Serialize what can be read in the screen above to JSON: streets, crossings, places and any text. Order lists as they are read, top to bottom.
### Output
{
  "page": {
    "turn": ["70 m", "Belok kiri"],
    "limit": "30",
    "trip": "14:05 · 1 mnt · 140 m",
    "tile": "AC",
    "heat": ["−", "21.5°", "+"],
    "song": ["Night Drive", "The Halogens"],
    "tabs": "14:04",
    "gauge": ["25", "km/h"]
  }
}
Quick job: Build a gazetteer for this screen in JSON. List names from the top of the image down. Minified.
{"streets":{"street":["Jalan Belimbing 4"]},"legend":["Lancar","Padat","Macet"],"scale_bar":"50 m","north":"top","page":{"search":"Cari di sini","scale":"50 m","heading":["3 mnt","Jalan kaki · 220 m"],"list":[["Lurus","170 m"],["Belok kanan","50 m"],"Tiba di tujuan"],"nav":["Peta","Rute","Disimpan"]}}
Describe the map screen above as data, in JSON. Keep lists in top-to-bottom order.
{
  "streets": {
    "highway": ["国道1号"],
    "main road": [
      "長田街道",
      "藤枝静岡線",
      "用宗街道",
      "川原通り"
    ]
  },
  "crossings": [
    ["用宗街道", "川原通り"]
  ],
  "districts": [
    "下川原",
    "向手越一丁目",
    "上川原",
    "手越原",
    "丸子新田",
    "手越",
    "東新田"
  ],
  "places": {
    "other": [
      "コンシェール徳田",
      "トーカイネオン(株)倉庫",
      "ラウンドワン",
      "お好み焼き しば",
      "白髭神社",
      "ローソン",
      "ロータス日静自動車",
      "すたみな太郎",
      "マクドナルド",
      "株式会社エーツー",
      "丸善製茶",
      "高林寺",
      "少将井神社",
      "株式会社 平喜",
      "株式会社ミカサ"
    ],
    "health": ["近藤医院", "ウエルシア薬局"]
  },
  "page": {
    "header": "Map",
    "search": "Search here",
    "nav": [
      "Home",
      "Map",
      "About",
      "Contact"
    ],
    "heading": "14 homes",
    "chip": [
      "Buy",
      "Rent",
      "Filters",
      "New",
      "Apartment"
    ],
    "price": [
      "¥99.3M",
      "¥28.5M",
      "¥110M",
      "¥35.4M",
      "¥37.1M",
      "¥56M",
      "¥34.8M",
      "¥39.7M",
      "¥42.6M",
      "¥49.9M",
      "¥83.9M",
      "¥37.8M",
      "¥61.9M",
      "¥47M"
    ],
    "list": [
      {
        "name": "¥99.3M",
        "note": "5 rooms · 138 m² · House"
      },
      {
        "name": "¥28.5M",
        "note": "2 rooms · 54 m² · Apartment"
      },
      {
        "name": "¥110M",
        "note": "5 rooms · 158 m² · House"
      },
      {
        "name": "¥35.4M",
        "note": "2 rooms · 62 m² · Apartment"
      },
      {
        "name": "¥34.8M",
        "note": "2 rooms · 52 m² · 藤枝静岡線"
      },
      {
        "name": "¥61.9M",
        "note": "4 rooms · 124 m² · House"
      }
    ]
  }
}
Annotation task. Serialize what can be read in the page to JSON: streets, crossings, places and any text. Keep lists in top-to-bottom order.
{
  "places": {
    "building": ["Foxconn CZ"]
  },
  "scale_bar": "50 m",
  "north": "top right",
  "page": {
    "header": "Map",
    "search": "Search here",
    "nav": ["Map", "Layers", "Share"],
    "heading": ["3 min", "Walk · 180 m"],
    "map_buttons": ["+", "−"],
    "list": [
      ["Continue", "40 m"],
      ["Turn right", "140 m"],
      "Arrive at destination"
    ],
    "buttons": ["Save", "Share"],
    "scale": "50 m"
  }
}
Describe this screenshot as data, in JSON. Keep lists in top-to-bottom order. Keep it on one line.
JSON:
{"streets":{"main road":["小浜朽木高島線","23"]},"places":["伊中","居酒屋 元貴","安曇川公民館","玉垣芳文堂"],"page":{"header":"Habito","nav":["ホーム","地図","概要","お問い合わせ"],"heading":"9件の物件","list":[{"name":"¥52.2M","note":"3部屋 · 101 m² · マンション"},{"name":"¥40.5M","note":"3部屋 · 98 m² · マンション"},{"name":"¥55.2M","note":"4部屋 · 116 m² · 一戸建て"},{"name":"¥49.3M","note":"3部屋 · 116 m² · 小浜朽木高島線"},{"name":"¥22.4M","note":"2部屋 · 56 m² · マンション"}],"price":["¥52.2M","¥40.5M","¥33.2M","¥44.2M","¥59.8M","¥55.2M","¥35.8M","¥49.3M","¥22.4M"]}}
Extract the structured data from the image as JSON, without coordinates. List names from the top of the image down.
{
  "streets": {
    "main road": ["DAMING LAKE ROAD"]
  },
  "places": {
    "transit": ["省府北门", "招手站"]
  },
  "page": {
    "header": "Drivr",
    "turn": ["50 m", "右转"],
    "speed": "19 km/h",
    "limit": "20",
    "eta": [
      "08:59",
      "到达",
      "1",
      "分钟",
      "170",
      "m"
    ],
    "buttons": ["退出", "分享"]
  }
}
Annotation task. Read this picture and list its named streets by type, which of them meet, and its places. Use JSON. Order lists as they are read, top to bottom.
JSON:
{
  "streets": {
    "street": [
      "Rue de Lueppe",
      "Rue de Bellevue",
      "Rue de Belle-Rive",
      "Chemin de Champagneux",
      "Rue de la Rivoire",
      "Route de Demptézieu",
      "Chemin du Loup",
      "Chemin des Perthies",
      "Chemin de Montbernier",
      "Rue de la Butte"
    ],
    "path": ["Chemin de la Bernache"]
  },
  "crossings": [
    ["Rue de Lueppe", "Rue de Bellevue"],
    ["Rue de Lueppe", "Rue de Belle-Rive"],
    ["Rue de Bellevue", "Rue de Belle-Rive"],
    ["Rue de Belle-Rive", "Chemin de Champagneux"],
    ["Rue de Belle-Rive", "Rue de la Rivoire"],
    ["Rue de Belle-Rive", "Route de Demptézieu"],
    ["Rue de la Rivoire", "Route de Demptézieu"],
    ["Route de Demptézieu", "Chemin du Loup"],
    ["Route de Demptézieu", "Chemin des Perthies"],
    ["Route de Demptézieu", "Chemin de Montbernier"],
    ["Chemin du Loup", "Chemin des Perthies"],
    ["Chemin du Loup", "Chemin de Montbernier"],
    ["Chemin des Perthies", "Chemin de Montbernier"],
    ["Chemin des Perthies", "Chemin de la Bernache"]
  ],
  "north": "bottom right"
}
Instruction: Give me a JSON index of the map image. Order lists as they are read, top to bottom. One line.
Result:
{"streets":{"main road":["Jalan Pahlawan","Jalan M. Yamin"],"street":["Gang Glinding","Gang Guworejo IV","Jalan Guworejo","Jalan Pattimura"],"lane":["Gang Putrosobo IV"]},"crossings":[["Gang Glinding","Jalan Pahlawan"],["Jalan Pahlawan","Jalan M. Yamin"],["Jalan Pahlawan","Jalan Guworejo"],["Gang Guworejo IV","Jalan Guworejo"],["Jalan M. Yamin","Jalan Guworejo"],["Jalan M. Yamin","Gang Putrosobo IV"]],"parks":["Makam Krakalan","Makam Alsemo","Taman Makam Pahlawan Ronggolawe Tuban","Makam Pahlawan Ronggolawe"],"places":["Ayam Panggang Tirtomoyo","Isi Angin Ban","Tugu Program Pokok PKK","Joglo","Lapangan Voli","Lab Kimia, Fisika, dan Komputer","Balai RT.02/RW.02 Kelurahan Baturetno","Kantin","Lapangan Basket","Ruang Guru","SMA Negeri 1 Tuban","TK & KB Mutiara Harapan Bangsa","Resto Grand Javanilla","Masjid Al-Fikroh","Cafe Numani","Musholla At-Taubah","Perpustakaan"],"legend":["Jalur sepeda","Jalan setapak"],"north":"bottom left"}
--- --- ---
* PROBLEM TO SOLVE
Using the entries above, give again exactly the lines from the line holding "Annotation task. Serialize" through the line holding "Describe this screenshot". Include both end lines and nothing else.

* EXPECTED ANSWER
Annotation task. Serialize what can be read in the page to JSON: streets, crossings, places and any text. Keep lists in top-to-bottom order.
{
  "places": {
    "building": ["Foxconn CZ"]
  },
  "scale_bar": "50 m",
  "north": "top right",
  "page": {
    "header": "Map",
    "search": "Search here",
    "nav": ["Map", "Layers", "Share"],
    "heading": ["3 min", "Walk · 180 m"],
    "map_buttons": ["+", "−"],
    "list": [
      ["Continue", "40 m"],
      ["Turn right", "140 m"],
      "Arrive at destination"
    ],
    "buttons": ["Save", "Share"],
    "scale": "50 m"
  }
}
Describe this screenshot as data, in JSON. Keep lists in top-to-bottom order. Keep it on one line.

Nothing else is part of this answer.